## ABOUT THIS TASK
Show each line in the listing below that contains the word "Summarize".

↓↓↓

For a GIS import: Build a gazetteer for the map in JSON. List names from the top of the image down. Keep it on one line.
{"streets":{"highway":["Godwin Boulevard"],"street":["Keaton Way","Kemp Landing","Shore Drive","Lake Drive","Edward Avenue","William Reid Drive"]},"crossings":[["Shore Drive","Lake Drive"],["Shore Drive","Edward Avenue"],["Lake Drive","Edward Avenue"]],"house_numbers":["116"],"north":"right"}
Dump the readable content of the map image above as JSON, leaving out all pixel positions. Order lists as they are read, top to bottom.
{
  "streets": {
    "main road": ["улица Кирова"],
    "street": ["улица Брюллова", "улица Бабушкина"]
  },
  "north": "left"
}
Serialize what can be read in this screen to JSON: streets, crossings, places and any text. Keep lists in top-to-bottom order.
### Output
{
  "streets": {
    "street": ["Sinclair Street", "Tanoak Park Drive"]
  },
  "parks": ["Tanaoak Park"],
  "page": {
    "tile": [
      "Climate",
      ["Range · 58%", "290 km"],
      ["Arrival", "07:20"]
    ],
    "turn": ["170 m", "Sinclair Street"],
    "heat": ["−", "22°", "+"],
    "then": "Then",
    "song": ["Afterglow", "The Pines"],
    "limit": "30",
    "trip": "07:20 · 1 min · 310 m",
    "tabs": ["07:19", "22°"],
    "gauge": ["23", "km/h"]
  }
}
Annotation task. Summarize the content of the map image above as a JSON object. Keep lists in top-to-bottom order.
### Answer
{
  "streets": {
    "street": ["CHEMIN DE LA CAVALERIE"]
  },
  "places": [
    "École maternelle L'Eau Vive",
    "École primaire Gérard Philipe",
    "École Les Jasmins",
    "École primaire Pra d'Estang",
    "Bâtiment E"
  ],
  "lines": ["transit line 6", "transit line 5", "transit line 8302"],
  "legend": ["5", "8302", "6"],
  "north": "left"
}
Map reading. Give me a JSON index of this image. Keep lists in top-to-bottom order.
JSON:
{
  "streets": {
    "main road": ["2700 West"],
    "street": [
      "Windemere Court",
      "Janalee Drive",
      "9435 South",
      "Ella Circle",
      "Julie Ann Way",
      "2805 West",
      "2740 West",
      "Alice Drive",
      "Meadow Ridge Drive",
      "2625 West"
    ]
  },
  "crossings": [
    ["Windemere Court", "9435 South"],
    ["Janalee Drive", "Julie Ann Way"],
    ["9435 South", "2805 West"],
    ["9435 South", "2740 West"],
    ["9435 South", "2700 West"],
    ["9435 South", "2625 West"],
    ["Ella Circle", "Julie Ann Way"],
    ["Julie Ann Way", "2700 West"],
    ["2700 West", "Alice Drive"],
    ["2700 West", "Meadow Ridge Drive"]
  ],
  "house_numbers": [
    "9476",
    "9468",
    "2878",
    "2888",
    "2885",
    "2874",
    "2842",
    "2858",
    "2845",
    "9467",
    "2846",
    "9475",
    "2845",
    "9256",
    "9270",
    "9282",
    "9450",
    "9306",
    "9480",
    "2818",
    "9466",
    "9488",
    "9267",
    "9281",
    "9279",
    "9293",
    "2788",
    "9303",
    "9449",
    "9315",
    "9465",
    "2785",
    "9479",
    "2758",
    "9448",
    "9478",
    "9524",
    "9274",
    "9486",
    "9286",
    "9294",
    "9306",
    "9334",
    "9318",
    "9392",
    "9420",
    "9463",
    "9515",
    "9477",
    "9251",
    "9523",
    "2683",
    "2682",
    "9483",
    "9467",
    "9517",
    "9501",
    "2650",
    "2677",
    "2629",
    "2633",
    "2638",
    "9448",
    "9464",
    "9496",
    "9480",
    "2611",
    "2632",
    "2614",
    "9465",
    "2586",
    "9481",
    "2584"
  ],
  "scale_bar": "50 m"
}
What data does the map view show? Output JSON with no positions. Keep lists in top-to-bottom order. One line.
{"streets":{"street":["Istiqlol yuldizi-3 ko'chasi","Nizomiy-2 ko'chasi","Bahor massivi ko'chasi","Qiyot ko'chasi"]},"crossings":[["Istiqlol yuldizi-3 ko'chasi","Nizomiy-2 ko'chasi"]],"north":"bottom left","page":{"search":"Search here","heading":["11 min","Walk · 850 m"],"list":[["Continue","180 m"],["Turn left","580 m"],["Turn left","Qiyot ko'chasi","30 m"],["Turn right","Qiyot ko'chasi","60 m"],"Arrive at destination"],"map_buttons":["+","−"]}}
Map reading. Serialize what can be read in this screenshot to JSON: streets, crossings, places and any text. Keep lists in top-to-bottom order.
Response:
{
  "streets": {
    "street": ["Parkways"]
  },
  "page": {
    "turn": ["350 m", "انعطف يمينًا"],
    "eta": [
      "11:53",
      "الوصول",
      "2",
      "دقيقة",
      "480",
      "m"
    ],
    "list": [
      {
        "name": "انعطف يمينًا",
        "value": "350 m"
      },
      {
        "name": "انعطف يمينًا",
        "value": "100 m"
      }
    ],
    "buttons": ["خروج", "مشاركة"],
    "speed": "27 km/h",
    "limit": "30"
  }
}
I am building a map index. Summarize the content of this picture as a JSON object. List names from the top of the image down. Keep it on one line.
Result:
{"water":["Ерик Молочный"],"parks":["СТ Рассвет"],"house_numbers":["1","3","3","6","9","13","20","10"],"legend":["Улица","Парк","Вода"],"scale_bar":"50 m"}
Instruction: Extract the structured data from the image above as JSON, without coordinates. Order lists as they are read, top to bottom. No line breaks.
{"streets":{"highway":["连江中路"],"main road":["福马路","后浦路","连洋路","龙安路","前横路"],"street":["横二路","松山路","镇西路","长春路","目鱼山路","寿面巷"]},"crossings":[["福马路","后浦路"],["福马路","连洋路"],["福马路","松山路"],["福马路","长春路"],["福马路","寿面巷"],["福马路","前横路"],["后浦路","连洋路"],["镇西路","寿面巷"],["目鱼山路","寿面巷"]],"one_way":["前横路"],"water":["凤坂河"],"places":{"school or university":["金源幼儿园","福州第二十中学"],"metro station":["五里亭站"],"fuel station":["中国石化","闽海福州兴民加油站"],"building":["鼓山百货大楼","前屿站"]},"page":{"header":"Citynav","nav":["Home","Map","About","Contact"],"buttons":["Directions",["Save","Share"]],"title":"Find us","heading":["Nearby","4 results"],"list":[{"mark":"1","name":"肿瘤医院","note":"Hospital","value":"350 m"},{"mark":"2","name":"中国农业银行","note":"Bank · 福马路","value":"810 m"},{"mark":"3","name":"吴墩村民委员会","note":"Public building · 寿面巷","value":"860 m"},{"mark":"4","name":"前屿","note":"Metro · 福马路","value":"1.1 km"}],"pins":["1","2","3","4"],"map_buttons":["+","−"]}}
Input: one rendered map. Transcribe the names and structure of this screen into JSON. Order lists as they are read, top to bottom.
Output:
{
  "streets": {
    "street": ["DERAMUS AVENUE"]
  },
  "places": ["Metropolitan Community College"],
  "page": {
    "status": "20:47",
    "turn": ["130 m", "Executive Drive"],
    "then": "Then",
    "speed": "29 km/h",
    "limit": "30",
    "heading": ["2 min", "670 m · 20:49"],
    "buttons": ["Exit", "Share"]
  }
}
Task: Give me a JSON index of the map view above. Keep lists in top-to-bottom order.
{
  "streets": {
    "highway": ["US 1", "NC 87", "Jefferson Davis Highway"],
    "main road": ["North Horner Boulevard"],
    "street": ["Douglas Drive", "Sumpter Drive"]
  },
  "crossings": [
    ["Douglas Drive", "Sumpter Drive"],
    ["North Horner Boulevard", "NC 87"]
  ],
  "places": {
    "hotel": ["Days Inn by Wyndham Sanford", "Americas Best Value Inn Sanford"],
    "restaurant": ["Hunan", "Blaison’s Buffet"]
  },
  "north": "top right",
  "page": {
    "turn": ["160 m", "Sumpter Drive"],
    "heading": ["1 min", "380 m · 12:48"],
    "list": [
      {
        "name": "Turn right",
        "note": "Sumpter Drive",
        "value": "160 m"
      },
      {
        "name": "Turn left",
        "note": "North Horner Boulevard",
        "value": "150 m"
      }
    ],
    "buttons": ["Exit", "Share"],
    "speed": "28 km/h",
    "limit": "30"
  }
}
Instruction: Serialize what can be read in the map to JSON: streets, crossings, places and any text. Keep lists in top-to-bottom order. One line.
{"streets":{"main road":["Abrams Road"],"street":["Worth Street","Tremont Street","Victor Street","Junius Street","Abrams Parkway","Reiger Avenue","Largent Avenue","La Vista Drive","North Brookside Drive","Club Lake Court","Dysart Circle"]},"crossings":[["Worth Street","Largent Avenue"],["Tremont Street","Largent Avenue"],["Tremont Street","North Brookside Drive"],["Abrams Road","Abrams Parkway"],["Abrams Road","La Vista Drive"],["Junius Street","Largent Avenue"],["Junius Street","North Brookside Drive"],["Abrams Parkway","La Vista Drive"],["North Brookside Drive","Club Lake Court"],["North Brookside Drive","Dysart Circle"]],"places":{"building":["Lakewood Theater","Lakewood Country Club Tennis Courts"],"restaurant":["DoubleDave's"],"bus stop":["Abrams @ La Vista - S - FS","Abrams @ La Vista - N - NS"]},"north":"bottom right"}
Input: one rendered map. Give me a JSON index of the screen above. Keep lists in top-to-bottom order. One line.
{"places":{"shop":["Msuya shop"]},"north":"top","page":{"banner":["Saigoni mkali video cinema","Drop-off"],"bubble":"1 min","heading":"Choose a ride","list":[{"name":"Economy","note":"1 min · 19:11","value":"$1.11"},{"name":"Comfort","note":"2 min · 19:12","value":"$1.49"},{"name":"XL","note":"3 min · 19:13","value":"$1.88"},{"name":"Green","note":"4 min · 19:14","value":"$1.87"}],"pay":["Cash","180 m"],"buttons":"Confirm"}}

↑↑↑

## SOLUTION TO THIS EXERCISE
Annotation task. Summarize the content of the map image above as a JSON object. Keep lists in top-to-bottom order.
I am building a map index. Summarize the content of this picture as a JSON object. List names from the top of the image down. Keep it on one line.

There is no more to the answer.